## Work order
Comb through the entries for "content" and pull out each line that holds it.
+---+
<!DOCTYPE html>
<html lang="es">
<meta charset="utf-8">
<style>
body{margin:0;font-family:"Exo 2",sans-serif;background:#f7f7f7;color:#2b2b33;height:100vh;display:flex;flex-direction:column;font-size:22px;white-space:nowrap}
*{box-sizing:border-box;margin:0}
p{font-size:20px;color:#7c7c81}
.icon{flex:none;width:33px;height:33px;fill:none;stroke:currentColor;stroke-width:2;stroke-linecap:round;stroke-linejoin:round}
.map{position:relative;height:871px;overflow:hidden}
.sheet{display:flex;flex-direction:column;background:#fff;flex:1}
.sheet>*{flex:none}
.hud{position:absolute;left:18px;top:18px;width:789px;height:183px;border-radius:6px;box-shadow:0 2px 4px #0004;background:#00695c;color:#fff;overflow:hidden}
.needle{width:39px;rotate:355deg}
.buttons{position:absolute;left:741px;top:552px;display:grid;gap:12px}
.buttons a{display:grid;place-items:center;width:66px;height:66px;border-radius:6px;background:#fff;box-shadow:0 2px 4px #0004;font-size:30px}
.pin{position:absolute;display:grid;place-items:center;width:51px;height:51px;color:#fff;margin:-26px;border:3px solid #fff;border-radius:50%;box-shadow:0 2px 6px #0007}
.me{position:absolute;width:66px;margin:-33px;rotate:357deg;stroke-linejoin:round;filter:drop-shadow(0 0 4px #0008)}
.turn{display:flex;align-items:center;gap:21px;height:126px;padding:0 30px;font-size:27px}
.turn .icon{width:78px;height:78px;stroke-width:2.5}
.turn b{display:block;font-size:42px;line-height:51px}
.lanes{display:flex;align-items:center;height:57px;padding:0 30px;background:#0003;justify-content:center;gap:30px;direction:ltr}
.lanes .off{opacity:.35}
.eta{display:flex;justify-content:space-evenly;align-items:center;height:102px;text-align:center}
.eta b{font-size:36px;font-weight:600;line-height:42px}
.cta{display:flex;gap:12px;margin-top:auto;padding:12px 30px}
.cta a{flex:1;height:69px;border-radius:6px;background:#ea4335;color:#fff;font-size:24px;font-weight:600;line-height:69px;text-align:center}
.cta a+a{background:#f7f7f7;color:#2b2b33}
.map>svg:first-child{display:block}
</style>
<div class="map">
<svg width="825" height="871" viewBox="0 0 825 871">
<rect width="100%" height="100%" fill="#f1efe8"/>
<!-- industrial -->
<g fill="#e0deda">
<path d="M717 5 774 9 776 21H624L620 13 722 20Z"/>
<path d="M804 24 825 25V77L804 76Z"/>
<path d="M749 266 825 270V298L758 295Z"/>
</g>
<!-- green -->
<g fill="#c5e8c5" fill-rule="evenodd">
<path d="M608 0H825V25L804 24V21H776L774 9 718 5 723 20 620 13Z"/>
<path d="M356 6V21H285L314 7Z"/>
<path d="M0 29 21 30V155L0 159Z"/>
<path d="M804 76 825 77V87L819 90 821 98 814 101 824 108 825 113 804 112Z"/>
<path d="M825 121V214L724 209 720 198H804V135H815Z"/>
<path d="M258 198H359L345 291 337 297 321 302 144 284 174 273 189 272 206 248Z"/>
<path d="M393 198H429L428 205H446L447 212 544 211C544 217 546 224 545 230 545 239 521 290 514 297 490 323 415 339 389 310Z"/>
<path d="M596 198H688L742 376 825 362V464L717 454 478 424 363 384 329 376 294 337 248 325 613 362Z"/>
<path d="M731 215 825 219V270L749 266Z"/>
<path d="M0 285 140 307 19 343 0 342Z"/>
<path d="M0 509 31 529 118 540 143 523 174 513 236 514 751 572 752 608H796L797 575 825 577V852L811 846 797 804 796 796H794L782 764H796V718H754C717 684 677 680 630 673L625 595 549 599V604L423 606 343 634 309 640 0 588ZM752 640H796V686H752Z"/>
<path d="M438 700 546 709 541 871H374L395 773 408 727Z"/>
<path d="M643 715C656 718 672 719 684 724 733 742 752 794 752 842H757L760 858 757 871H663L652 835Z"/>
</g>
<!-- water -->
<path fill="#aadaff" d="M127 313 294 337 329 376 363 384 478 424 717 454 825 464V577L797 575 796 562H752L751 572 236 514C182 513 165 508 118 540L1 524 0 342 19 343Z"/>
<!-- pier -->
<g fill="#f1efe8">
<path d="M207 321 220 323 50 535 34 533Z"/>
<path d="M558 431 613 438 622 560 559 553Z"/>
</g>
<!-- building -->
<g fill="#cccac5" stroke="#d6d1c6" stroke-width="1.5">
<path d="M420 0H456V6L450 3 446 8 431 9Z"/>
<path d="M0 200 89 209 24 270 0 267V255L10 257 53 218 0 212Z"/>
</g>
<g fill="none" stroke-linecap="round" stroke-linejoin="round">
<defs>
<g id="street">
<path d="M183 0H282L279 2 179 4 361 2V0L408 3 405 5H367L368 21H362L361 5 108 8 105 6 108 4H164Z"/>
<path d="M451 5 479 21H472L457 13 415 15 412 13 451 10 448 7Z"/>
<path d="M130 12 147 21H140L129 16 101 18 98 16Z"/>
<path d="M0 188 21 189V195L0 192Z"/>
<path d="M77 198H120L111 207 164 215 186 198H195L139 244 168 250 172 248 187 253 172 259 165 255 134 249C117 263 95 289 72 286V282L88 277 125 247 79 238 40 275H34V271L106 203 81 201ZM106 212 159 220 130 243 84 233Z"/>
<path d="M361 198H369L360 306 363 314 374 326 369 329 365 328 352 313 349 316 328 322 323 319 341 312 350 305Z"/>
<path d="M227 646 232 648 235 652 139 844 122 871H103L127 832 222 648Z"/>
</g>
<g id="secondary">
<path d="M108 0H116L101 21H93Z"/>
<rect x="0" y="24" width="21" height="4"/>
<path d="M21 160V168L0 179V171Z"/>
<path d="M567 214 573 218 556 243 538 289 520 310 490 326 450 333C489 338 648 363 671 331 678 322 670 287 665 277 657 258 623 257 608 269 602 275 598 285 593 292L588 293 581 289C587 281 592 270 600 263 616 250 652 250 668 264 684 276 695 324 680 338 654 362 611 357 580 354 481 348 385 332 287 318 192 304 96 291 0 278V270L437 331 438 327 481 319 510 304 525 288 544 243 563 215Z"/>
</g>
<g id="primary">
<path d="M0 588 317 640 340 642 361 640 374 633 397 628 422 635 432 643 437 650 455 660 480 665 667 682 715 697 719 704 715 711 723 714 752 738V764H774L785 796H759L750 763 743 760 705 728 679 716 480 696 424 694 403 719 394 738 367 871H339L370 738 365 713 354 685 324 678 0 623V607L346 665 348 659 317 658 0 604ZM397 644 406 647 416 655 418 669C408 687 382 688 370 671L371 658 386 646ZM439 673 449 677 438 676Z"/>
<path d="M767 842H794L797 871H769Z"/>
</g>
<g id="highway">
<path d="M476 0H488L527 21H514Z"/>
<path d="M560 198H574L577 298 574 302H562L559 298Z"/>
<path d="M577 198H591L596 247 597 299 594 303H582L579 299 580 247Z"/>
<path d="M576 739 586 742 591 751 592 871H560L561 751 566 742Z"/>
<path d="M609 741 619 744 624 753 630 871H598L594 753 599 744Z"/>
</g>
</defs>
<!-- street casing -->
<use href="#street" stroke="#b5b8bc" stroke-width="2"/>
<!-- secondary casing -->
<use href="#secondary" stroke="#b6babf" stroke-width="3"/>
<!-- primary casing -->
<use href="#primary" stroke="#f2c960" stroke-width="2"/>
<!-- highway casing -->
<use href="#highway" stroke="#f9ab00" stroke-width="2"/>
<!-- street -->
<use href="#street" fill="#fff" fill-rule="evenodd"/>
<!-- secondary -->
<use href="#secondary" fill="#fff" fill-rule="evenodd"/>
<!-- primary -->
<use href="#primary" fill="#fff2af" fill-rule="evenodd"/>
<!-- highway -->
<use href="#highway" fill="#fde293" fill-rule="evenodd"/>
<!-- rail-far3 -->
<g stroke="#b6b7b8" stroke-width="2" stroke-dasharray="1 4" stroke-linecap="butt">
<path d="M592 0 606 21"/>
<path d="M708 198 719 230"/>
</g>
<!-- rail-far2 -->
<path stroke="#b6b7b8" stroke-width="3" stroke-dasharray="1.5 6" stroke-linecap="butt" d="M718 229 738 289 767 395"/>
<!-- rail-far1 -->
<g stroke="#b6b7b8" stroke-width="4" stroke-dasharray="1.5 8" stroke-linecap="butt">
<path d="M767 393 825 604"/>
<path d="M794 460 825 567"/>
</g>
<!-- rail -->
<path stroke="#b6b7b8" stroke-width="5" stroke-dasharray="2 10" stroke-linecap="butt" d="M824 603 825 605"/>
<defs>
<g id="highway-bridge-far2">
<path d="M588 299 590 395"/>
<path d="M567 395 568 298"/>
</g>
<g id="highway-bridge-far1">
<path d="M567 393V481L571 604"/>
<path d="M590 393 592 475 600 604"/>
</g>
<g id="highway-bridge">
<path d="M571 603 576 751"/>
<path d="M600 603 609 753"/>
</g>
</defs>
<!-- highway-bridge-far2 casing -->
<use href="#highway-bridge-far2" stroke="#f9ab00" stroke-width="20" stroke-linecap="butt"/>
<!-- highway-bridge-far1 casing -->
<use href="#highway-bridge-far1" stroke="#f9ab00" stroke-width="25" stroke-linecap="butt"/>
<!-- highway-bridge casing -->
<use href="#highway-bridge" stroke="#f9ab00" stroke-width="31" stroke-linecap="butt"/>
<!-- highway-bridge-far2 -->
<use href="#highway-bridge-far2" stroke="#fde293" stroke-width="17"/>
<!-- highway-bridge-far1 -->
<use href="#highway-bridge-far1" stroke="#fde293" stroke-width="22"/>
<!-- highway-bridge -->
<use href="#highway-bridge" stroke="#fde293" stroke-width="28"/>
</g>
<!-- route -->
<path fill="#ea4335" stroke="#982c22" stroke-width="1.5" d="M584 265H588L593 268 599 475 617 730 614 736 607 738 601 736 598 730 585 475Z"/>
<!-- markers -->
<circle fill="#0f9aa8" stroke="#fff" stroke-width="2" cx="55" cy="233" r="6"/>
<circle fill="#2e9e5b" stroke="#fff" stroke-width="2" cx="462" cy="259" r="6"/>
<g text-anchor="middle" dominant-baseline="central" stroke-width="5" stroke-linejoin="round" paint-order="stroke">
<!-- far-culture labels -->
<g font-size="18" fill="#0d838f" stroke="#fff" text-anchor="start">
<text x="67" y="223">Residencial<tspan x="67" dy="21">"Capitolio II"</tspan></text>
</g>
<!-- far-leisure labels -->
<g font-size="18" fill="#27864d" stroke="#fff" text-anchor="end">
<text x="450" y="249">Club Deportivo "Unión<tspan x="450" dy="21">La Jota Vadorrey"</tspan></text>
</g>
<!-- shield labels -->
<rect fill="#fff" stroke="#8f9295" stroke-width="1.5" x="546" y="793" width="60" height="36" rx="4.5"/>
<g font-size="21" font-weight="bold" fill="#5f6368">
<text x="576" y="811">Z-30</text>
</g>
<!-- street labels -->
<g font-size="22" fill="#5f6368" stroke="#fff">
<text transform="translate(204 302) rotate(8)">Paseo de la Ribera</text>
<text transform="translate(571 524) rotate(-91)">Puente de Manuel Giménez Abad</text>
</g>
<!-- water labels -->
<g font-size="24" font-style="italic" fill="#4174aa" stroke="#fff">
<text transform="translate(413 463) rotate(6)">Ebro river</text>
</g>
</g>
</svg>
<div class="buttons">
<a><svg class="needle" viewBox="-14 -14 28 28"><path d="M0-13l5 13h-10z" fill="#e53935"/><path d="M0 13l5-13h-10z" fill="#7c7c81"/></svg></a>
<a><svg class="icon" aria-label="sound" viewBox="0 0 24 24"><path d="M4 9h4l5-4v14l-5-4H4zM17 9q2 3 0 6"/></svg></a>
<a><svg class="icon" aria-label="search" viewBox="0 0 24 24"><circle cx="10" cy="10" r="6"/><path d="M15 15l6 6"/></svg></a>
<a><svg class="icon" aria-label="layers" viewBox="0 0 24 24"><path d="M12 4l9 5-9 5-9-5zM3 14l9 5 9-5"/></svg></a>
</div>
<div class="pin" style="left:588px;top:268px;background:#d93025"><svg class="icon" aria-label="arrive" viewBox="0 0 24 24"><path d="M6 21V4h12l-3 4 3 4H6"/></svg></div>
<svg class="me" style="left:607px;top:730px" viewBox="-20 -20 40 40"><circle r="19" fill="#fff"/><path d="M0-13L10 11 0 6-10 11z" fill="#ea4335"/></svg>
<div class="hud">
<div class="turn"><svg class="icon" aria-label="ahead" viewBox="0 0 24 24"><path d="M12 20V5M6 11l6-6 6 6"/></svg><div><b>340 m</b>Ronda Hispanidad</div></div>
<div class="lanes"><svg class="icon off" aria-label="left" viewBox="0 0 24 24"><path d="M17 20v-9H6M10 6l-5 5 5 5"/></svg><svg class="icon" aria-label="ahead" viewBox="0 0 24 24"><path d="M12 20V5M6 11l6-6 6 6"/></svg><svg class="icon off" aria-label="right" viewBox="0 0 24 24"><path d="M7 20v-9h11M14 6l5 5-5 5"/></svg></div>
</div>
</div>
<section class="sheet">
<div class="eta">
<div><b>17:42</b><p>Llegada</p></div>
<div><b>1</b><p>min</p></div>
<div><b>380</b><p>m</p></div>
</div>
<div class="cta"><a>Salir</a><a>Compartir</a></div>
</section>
+---+
## Output of the exercise
.lanes{display:flex;align-items:center;height:57px;padding:0 30px;background:#0003;justify-content:center;gap:30px;direction:ltr}
.eta{display:flex;justify-content:space-evenly;align-items:center;height:102px;text-align:center}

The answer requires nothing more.